La lentitud nos humaniza

La lentitud nos humaniza

“Lentitud es belleza” escribió la poeta peruana Blanca Varela, ¡cuánta verdad hay en este verso!

Desde siempre he sentido el exceso de velocidad que imprimimos a todo como uno de los grandes males de esto que llamamos progreso y vida moderna. Siempre andamos de carreras, sin darnos tiempo para vivir cada experiencia al ritmo natural y propio que ésta necesita o sin darnos el permiso para quedarnos sin hacer nada.

La velocidad y la productividad se han sobrevalorado, mientras que la lentitud ha sido estigmatizada. En nuestra sociedades exitistas se cree que andar más rápido y haciendo cosas sin parar nos vuelve más productivos, nos mantiene en el carril del logro y la ganancia, mientras que la lentitud es vinculada con fracaso, con atributo de bobos, flojos y perdedores. Casi nadie se detiene a preguntar ¿hacia dónde corro con tanta prisa?, ¿para qué?, ¿para llegar a dónde, exactamente?

Al ritmo de la aceleración propia de estos tiempos, entraban tweets a mi timeline una tarde de domingo, cuando pillé uno de Carl Honoré, periodista afincado en Londres, pionero del movimiento de la vida lenta y autor de “El elogio a la lentitud” y “Bajo Presión”. El tweet llevaba la leyenda siguiente: “¿Podemos aprender a frenar nuestras ajetreadas vidas y dedicar más tiempo a lo humano?” seguida de un enlace al video con la conferencia TED dictada por este mismo periodista y autor.
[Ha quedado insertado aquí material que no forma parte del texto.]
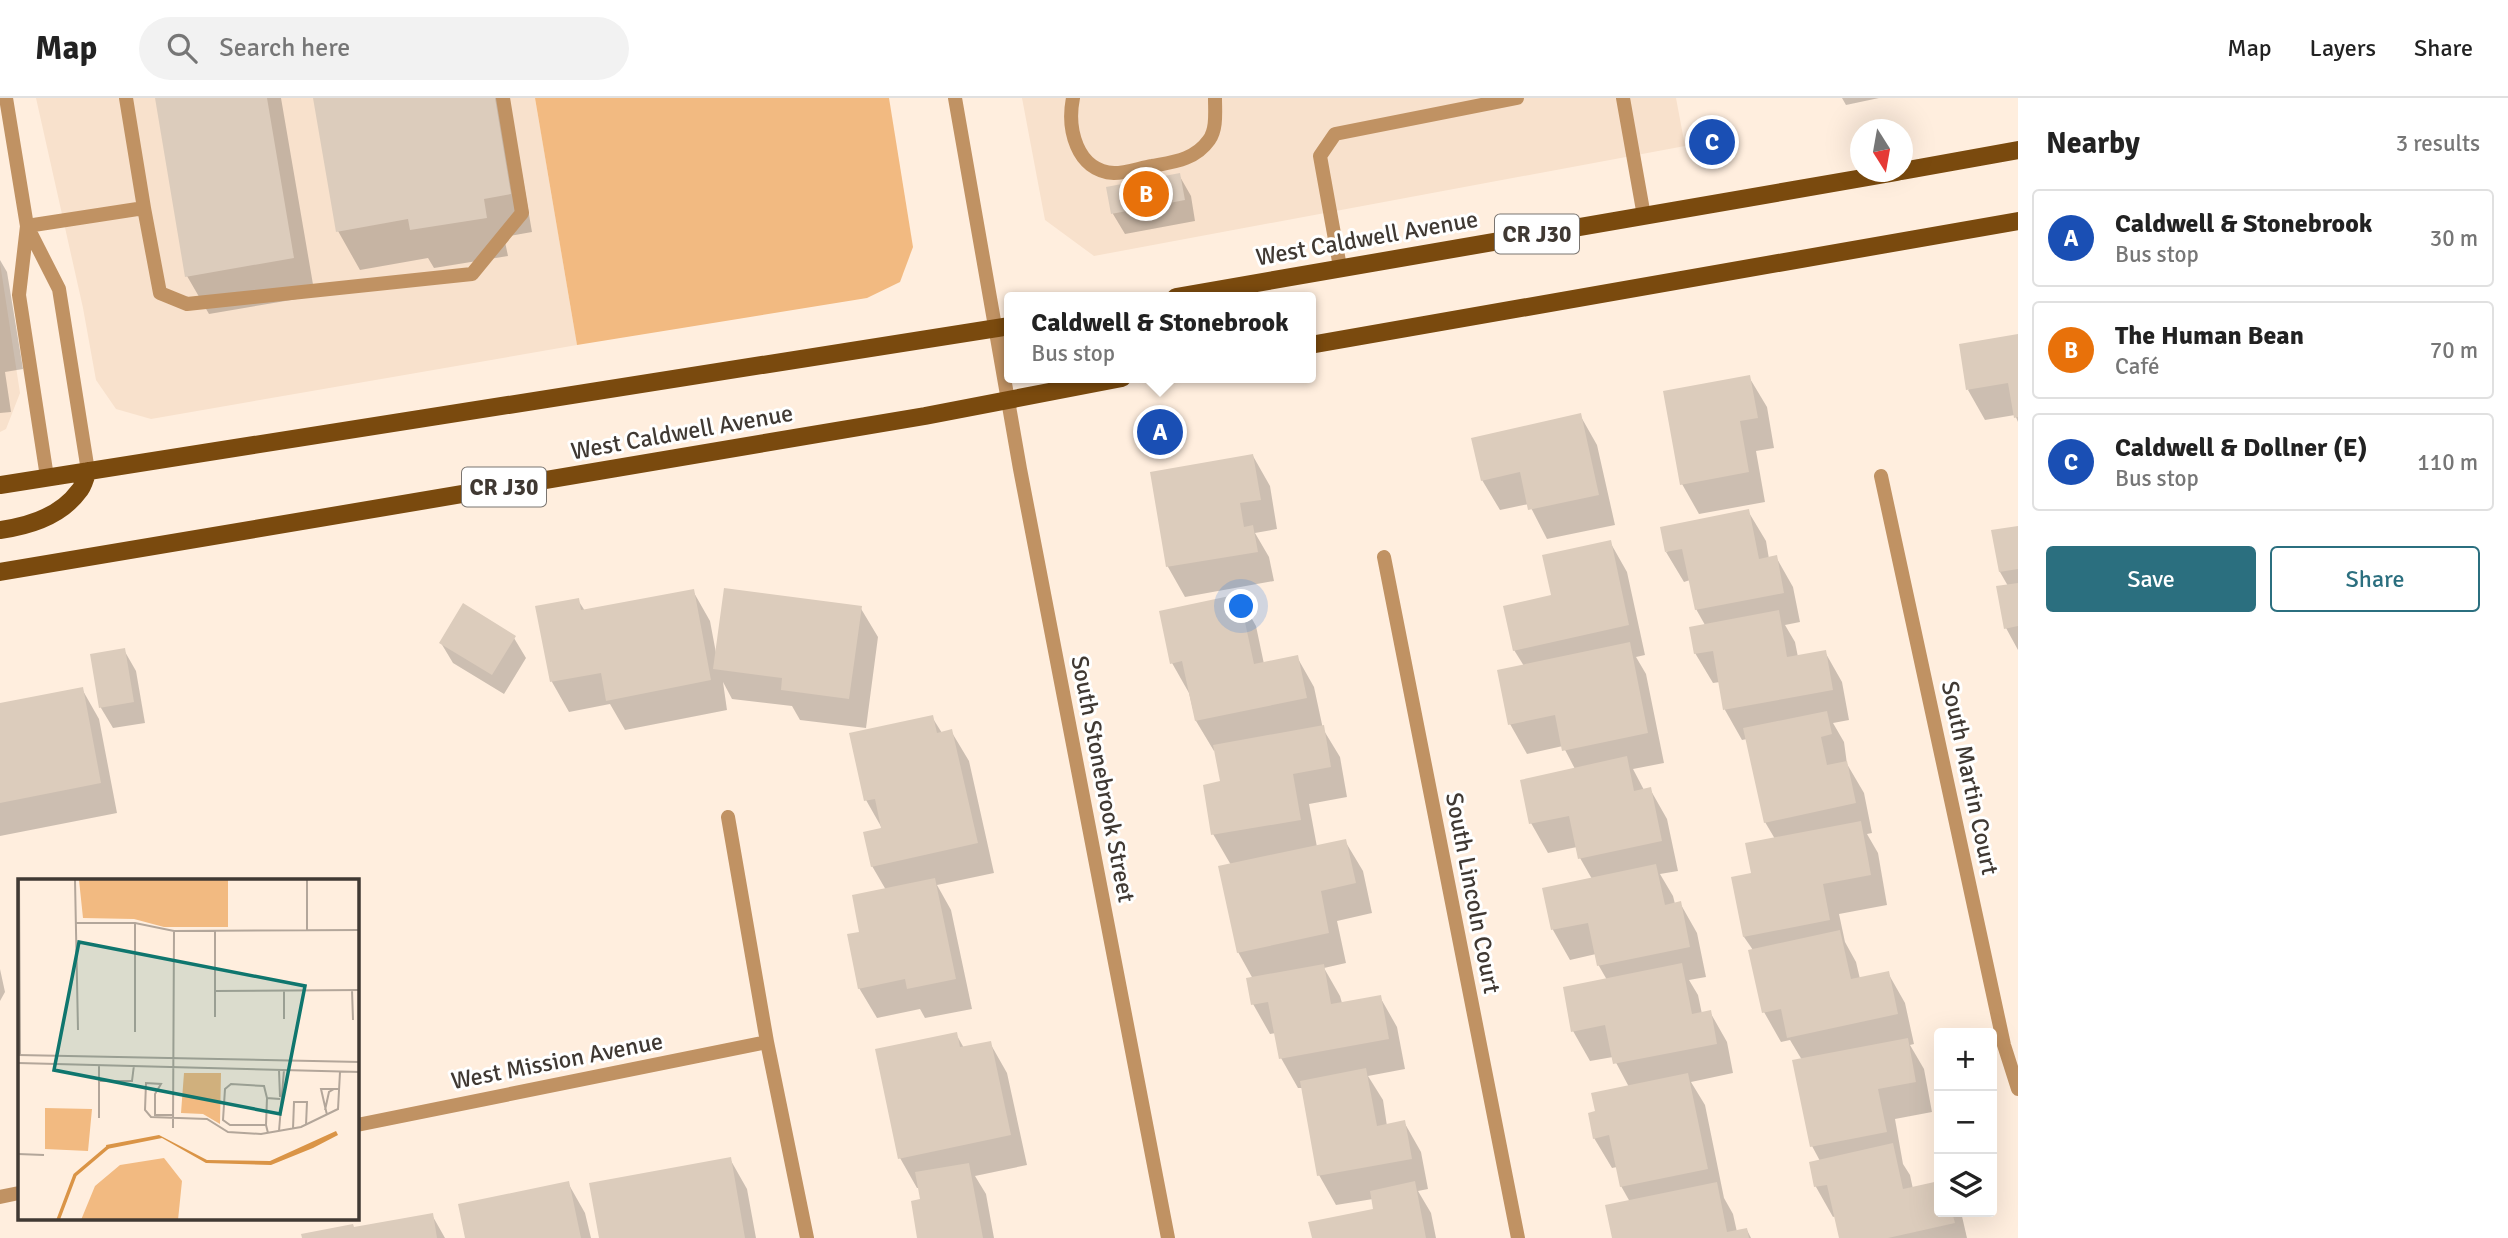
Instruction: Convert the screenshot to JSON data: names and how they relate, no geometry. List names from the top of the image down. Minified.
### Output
{"streets":{"main road":["CR J30","West Caldwell Avenue"],"street":["South Martin Court","South Stonebrook Street","South Lincoln Court","West Mission Avenue"]},"crossings":[["West Caldwell Avenue","South Stonebrook Street"]],"north":"bottom","page":{"header":"Map","search":"Search here","nav":["Map","Layers","Share"],"heading":["Nearby","3 results"],"pins":["C","B","A"],"list":[{"mark":"A","name":"Caldwell & Stonebrook","note":"Bus stop","value":"30 m"},{"mark":"B","name":"The Human Bean","note":"Café","value":"70 m"},{"mark":"C","name":"Caldwell & Dollner (E)","note":"Bus stop","value":"110 m"}],"popup":["Caldwell & Stonebrook","Bus stop"],"buttons":["Save","Share"],"map_buttons":["+","−"]}}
Se escuchan en la conferencia de Honoré reflexiones sustantivas sobre la calidad de vida, la salud y el bienestar de la humanidad. Además de explicar los perjuicios de correr, en lugar de vivir, Honoré habla de los beneficios de la vida lenta, la comida lenta, el sexo lento, la crianza lenta de los hijos y el trabajo realizado con calma. Nos cuenta cómo es que se nos dificulta desacelerar el ritmo de vida porque la velocidad nos hace segregar adrenalina y por lo tanto se torna adictiva, y dice que la velocidad se convierte en una forma de aislarnos de las preguntas más grandes y profundas: “Nos llenamos de distracciones, nos ocupamos, así no tenemos que preguntarnos, ¿estoy bien?, ¿estoy feliz?, ¿mis hijos están creciendo bien?…”.

Esto último quedó resonando y provocándome más preguntas: ¿nos hemos detenido a pensar que el tiempo de los niños es lento y acompasado con los ritmos naturales, en profundo contraste con los adultos contaminados por la prisa?, ¿estamos conscientes de cómo nuestras carreras diarias suponen un conflicto con el ritmo natural de la crianza?, ¿nos damos cuenta de cómo este conflicto entre nuestra velocidad y la lentitud de los niños puede acarrear maltrato, abandono, desamparo, falta de conexión y compromiso emocional o saturación de exigencias y demandas poco realistas e irrespetuosas hacia las necesidades de nuestros hijos?, ¿por qué no somos capaces de frenar nuestras carreras, bajar la velocidad y tomarnos el tiempo para conectar y acompasarnos al ritmo natural de la vida que es el mismo de nuestros pequeños?, ¿en qué momento permitimos que la necesidad de vivir a toda prisa se hiciera más fuerte que el amor que sentimos por ellos?

Dicen los tibetanos que cuando estamos en la mente vamos ofuscados por la prisa, pero cuando estamos en el corazón, que es donde siempre están los niños, nos acompasamos al ritmo del aquí y el ahora. ¿Te animas a dar el salto de la mente al corazón? Ahora es un buen momento.